The US-China tech rivalry spans four arenas: creating technology, applying it, installing infrastructure, and self-sufficiency. While the U.S. excels at creating foundational tech like AI frameworks and semiconductors, China is leading in its practical application (e.g., robotics), installing digital infrastructure globally, and achieving resource independence.
While the US pursues cutting-edge AGI, China is competing aggressively on cost at the application layer. By making LLM tokens and energy dramatically cheaper (e.g., $1.10 vs. $10+ per million tokens), China is fostering mass adoption and rapid commercialization. This strategy aims to win the practical, economic side of the AI race, even with less powerful models.
The US AI strategy is dominated by a race to build a foundational "god in a box" Artificial General Intelligence (AGI). In contrast, China's state-directed approach currently prioritizes practical, narrow AI applications in manufacturing, agriculture, and healthcare to drive immediate economic productivity.
China is pursuing a low-cost, open-source AI model, similar to Android's market strategy. This contrasts with the US's expensive, high-performance "iPhone" approach. This accessibility and cost-effectiveness could allow Chinese AI to dominate the global market, especially in developing nations.
A nation's advantage is its "intelligent capital stock": its total GPU compute power multiplied by the quality of its AI models. This explains the US restricting GPU sales to China, which counters by excelling in open-source models to close the gap.
While semiconductor access is a critical choke point, the long-term constraint on U.S. AI dominance is energy. Building massive data centers requires vast, stable power, but the U.S. faces supply chain issues for energy hardware and lacks a unified grid. China, in contrast, is strategically building out its energy infrastructure to support its AI ambitions.
While the US prioritizes large language models, China is heavily invested in embodied AI. Experts predict a "ChatGPT moment" for humanoid robots—when they can perform complex, unprogrammed tasks in new environments—will occur in China within three years, showcasing a divergent national AI development path.
China is compensating for its deficit in cutting-edge semiconductors by pursuing an asymmetric strategy.
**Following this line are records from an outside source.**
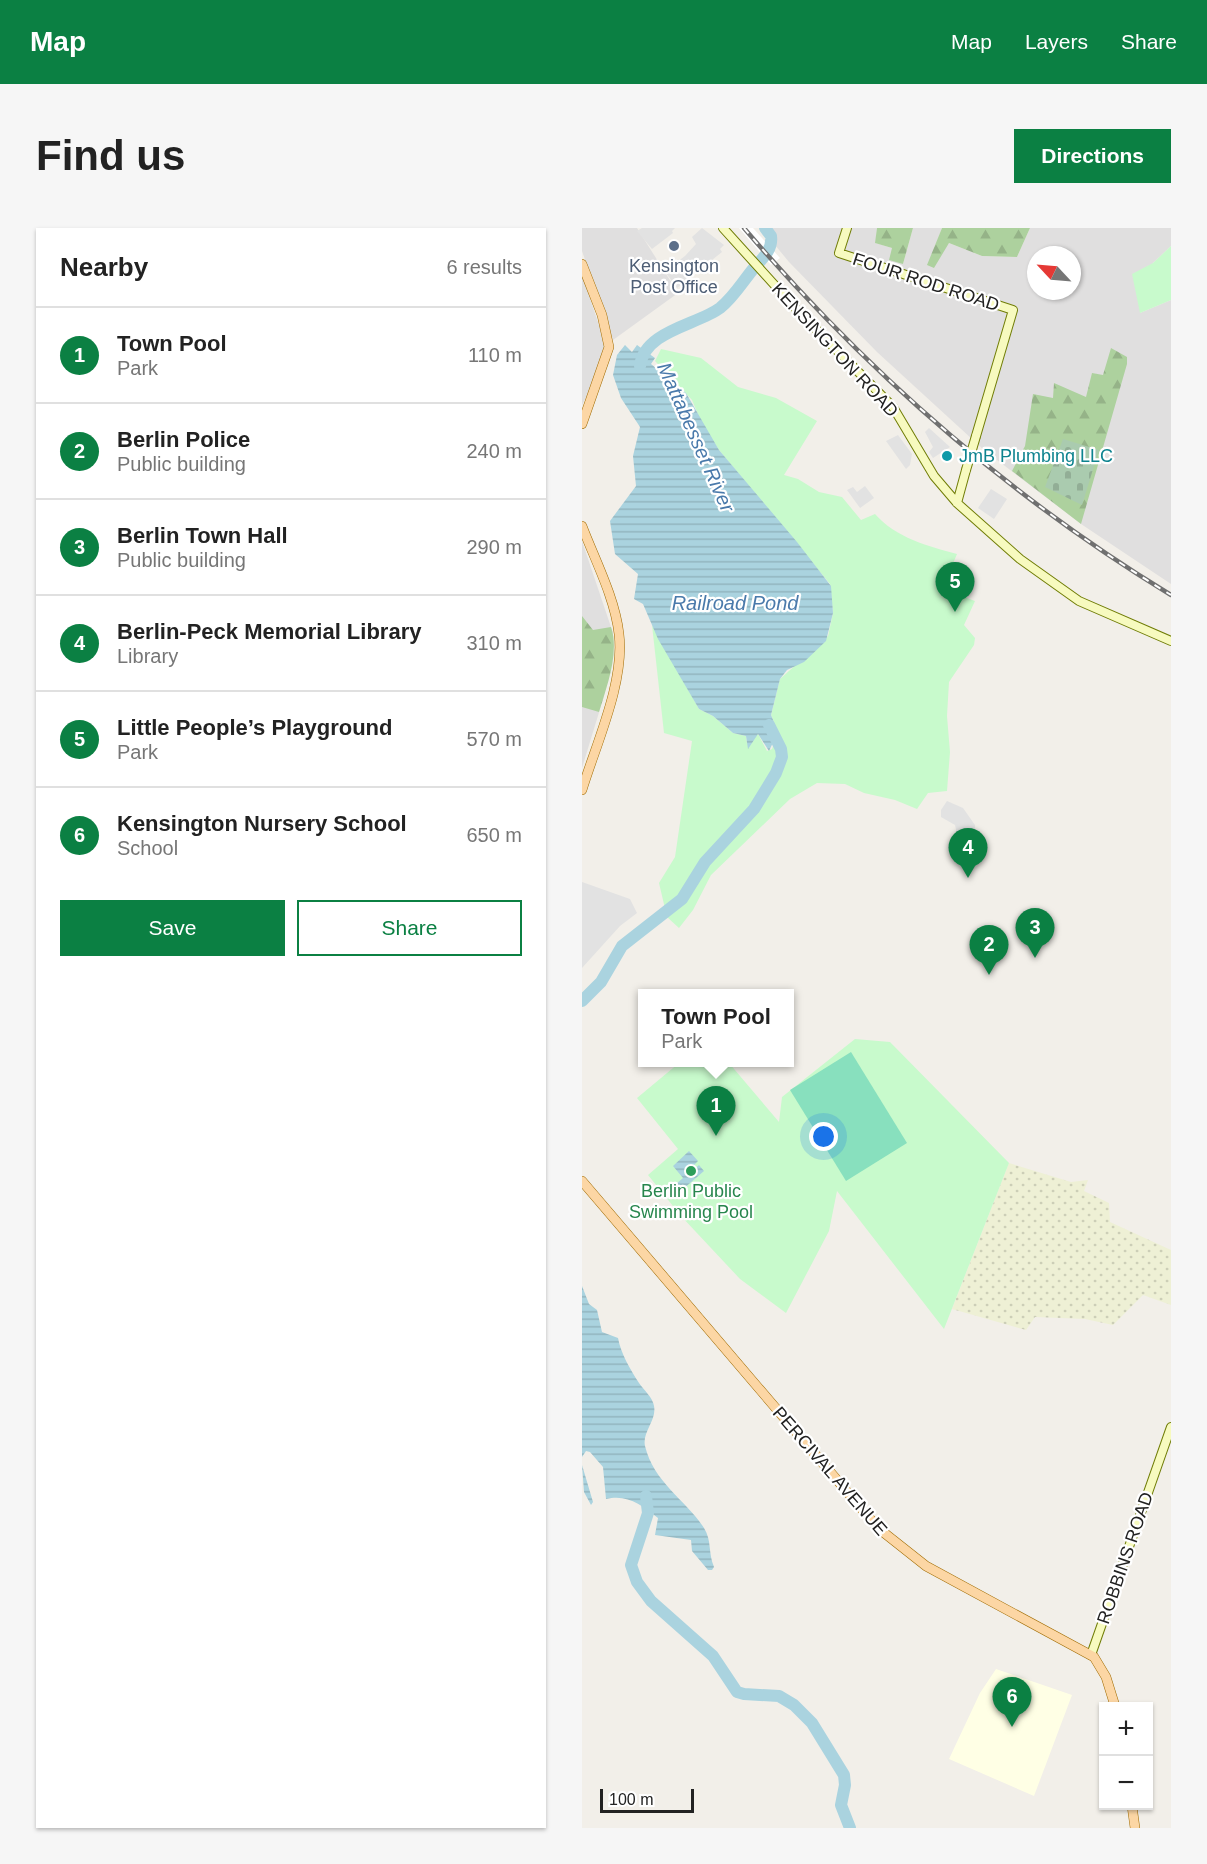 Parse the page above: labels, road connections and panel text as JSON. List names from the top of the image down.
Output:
{
  "streets": {
    "main road": ["PERCIVAL AVENUE"],
    "street": ["FOUR ROD ROAD", "KENSINGTON ROAD", "ROBBINS ROAD"]
  },
  "crossings": [
    ["FOUR ROD ROAD", "KENSINGTON ROAD"],
    ["PERCIVAL AVENUE", "ROBBINS ROAD"]
  ],
  "water": ["Mattabesset River", "Railroad Pond"],
  "places": ["Kensington Post Office", "JmB Plumbing LLC", "Berlin Public Swimming Pool"],
  "scale_bar": "100 m",
  "north": "top left",
  "page": {
    "header": "Map",
    "nav": ["Map", "Layers", "Share"],
    "buttons": [
      "Directions",
      ["Save", "Share"]
    ],
    "title": "Find us",
    "heading": ["Nearby", "6 results"],
    "list": [
      {
        "mark": "1",
        "name": "Town Pool",
        "note": "Park",
        "value": "110 m"
      },
      {
        "mark": "2",
        "name": "Berlin Police",
        "note": "Public building",
        "value": "240 m"
      },
      {
        "mark": "3",
        "name": "Berlin Town Hall",
        "note": "Public building",
        "value": "290 m"
      },
      {
        "mark": "4",
        "name": "Berlin-Peck Memorial Library",
        "note": "Library",
        "value": "310 m"
      },
      {
        "mark": "5",
        "name": "Little People’s Playground",
        "note": "Park",
        "value": "570 m"
      },
      {
        "mark": "6",
        "name": "Kensington Nursery School",
        "note": "School",
        "value": "650 m"
      }
    ],
    "pins": [
      "5",
      "4",
      "3",
      "2",
      "1",
      "6"
    ],
    "popup": ["Town Pool", "Park"],
    "map_buttons": ["+", "−"],
    "scale": "100 m"
  }
}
It focuses on massive 'superclusters' of less advanced domestic chips and creating hyper-efficient, open-source AI models. This approach prioritizes widespread, low-cost adoption over chasing the absolute peak of performance like the US.
While the West may lead in AI models, China's key strategic advantage is its ability to 'embody' AI in hardware. Decades of de-industrialization in the U.S. have left a gap, while China's manufacturing dominance allows it to integrate AI into cars, drones, and robots at a scale the West cannot currently match.
While the U.S. leads in closed, proprietary AI models like OpenAI's, Chinese companies now dominate the leaderboards for open-source models. Because they are cheaper and easier to deploy, these Chinese models are seeing rapid global uptake, challenging the U.S.'s perceived lead in AI through wider diffusion and application.
From 2001 onwards, while the U.S. was militarily and economically distracted by the War on Terror, China executed a long-term strategy. It focused on acquiring Western technology and building indigenous capabilities in AI, telecom, and robotics, effectively creating a rival global economic system.